ZHANG Yanyuan (815-907 AD), a renowned painter and art critic from the Tang Dynasty (618-907 AD), once said that traditional Chinese painting is all about lines.

“Without lines, it won’t be a painting,” he asserted.

Nearly all Chinese artists, ancient or contemporary, would probably agree.

The oldest Chinese paintings were nearly all composed of lines drawn on rocks, pottery, bronze ware and other handicrafts. And before Cai Lun (circa AD 61-121) invented paper, Chinese artists also painted on another popular material in the country, namely, silk.

In April 1972, the painting on a T-shaped silk banner was unearthed from a 2,000-year-old tomb in southern China, shedding new light on this special genre of Chinese painting and revealing the ethereal beauty of exquisite line drawing.

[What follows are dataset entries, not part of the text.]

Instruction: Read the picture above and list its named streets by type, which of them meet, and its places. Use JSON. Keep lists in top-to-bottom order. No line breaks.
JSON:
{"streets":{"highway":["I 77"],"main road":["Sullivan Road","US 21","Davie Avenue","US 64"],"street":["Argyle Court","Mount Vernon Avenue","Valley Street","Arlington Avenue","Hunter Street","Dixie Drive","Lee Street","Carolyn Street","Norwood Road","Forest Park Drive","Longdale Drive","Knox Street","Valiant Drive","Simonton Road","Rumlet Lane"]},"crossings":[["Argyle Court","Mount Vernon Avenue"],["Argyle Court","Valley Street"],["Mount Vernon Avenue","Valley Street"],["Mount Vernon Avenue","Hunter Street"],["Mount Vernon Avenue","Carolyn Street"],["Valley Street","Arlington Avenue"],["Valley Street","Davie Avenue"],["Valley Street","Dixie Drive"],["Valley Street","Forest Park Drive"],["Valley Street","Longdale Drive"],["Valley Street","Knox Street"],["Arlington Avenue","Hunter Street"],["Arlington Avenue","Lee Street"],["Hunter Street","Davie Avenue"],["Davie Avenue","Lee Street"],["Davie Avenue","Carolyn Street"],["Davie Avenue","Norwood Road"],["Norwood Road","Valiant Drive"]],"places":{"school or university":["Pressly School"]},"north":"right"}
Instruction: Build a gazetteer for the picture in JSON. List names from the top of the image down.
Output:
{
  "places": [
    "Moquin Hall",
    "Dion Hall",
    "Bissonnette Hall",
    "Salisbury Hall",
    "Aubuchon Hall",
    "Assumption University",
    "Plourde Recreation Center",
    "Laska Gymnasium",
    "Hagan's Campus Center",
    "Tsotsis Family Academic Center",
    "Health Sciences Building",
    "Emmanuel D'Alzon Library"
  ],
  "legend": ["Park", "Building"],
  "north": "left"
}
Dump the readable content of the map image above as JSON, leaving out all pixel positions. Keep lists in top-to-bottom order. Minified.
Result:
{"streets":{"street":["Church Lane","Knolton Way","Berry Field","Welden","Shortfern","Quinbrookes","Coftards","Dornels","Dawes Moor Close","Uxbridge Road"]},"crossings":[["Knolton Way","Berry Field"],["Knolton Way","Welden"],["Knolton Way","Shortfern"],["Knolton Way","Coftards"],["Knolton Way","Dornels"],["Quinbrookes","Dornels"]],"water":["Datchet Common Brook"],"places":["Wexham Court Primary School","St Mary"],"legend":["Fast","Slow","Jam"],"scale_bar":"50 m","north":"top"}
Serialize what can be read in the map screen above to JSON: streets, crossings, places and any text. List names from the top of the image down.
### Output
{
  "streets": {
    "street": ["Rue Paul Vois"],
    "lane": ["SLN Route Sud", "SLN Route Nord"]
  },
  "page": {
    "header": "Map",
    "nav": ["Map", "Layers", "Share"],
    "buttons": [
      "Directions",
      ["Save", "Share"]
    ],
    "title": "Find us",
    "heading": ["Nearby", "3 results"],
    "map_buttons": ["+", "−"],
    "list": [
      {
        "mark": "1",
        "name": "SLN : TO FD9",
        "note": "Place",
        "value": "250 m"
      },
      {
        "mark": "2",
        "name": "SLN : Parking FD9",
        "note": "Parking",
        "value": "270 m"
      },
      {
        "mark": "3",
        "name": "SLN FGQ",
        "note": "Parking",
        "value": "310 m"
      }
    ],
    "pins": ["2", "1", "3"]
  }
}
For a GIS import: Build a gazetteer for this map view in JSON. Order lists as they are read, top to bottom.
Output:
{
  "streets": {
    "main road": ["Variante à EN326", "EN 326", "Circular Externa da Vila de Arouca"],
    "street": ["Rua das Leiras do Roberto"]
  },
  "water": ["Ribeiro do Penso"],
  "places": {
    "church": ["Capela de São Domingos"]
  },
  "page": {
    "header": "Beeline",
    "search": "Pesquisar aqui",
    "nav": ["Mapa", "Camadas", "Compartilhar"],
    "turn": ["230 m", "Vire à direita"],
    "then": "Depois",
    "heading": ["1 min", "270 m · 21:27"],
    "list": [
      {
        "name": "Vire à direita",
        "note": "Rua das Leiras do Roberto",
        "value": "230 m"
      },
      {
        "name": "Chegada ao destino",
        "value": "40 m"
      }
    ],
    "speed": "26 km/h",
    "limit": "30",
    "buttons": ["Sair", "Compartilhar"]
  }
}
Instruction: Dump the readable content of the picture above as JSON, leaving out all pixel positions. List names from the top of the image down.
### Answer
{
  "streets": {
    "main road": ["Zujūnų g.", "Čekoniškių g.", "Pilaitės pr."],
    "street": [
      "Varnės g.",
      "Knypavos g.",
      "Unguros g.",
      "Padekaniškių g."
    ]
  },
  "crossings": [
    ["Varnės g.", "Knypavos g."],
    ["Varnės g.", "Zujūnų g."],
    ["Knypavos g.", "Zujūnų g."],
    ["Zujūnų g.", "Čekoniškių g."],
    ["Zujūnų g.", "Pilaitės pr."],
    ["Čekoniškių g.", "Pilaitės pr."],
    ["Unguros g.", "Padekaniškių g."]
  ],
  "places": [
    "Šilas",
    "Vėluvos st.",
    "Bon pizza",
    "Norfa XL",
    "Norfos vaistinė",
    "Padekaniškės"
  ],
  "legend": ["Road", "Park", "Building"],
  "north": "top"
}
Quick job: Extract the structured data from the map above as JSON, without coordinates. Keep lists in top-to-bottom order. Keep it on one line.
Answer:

Archaeologists found the silk banner draped on an inner coffin in one of the tombs at Mawangdui near Changsha, capital of southern China’s Hunan Province. They were awed by the dazzling color and the fine lines used to draw a painting on the banner.

Since then, the painting has been hailed by Chinese artists and art critics as one of the earliest masterpieces featuring gongbi zhongcai, or fine-brush with heavy color.

The banner is 205 centimeters long, 92 centimeters wide at top and 47.7 centimeters at bottom. It looks like an ancient Chinese dress with long sleeves.

The painting features motifs representative of the cosmos and afterlife. The top horizontal section depicts the heavens and features several legendary figures in Chinese mythology, such as Nuwa, the Goddess who made man and Chang’e, a lonely woman who lives on the moon.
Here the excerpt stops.